(Stored data)
——————

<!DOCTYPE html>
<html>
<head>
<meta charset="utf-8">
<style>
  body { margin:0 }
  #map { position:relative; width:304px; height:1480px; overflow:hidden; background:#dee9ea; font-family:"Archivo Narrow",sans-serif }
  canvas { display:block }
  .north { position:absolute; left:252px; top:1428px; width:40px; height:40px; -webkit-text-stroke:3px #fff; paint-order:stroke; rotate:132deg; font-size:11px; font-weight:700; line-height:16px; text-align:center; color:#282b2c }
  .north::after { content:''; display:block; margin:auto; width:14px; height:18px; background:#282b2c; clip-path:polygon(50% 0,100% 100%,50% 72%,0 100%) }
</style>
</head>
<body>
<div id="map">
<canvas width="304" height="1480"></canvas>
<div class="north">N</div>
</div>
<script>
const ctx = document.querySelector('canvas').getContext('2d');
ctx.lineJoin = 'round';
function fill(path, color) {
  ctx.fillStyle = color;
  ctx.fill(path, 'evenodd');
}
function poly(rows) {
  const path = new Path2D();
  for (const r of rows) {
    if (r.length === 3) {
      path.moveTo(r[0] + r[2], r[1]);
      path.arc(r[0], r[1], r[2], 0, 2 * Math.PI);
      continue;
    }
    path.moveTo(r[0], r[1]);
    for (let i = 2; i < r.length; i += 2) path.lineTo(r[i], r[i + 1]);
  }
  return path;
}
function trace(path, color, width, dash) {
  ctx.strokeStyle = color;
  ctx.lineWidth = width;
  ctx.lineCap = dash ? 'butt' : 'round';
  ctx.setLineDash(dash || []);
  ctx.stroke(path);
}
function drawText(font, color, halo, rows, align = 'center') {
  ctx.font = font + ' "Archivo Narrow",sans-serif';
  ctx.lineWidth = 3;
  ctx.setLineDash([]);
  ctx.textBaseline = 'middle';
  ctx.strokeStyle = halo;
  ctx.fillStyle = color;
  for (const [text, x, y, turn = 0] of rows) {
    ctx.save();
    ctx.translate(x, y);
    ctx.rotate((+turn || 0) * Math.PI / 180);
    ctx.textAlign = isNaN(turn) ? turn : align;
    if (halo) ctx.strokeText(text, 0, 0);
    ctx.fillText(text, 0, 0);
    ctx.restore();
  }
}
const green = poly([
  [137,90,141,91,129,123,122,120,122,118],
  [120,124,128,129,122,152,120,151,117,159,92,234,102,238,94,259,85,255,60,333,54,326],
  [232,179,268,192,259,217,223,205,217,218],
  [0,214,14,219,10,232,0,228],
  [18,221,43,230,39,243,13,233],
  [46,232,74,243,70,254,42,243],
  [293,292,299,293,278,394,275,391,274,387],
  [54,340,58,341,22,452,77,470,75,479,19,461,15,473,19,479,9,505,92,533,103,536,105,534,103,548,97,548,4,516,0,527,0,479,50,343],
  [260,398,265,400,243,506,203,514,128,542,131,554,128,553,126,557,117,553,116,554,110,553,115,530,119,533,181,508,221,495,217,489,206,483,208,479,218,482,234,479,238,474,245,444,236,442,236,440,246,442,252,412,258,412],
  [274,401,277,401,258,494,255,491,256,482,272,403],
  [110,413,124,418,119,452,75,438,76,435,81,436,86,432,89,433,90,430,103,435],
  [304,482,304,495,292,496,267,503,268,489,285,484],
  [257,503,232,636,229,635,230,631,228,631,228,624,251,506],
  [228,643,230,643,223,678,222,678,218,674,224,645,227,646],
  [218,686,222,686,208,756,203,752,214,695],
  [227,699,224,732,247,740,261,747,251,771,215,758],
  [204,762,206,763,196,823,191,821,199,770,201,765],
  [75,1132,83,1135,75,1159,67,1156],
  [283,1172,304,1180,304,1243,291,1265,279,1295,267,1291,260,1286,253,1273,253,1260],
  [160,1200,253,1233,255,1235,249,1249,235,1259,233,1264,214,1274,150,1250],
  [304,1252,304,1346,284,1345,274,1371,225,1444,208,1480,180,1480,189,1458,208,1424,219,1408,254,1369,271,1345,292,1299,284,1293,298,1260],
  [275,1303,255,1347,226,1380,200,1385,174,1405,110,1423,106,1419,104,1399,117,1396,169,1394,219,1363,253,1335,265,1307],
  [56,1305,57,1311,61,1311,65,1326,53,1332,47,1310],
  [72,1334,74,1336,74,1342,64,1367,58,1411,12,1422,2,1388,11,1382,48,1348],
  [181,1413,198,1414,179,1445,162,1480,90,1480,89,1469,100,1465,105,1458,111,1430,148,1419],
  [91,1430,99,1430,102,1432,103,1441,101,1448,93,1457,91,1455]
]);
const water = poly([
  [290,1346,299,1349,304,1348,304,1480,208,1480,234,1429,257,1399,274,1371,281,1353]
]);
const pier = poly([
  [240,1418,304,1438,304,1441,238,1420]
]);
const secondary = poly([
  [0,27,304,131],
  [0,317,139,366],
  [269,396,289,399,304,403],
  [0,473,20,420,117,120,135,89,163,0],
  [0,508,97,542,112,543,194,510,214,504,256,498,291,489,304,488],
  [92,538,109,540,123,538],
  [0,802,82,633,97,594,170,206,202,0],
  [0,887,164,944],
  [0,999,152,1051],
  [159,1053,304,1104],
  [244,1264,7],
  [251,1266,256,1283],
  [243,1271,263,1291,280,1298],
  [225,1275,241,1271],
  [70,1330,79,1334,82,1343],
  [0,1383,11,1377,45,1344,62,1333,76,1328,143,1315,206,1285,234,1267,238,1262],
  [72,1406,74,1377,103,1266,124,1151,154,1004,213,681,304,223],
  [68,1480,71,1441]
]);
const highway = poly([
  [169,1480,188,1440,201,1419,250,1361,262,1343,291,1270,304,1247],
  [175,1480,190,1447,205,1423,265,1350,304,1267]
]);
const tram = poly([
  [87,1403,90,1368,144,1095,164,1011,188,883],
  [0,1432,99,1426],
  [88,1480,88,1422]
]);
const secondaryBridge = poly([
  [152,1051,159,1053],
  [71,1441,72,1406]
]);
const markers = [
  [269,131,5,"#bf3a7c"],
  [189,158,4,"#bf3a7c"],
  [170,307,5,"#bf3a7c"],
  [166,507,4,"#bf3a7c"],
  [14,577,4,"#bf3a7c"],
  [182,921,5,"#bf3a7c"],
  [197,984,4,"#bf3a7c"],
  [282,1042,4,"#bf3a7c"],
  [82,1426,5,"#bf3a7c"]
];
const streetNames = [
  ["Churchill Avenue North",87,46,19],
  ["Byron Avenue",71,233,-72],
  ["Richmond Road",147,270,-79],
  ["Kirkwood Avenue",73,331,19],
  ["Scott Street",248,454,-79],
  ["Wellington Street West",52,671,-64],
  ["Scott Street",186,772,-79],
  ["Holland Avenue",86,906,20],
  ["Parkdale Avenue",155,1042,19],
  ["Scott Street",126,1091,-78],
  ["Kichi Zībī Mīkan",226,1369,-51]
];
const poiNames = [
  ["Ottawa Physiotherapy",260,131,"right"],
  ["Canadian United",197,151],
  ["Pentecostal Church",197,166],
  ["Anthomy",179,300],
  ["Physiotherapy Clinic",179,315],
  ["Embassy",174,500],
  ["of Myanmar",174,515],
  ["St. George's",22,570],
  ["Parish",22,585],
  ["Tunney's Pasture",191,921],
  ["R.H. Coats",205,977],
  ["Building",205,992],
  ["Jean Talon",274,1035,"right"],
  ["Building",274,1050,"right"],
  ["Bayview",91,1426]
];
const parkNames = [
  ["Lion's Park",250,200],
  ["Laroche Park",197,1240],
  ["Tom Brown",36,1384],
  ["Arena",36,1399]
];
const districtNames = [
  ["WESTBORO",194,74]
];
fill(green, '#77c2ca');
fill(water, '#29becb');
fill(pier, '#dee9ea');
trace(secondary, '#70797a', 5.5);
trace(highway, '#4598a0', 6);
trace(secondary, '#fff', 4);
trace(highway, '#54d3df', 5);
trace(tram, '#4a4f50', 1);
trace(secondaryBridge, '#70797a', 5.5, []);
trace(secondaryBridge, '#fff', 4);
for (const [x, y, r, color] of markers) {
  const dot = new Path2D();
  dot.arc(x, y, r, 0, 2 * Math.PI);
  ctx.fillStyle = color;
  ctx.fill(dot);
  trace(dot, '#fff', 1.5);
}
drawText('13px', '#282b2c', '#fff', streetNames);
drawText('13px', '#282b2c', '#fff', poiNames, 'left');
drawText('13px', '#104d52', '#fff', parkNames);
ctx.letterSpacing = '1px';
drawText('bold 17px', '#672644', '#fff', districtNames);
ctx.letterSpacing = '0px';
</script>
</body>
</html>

——————

▶ _Assignment_:
Return from the data every line that holds "color".

▶ _Task result_:
  .north { position:absolute; left:252px; top:1428px; width:40px; height:40px; -webkit-text-stroke:3px #fff; paint-order:stroke; rotate:132deg; font-size:11px; font-weight:700; line-height:16px; text-align:center; color:#282b2c }
function fill(path, color) {
  ctx.fillStyle = color;
function trace(path, color, width, dash) {
  ctx.strokeStyle = color;
function drawText(font, color, halo, rows, align = 'center') {
  ctx.fillStyle = color;
for (const [x, y, r, color] of markers) {
  ctx.fillStyle = color;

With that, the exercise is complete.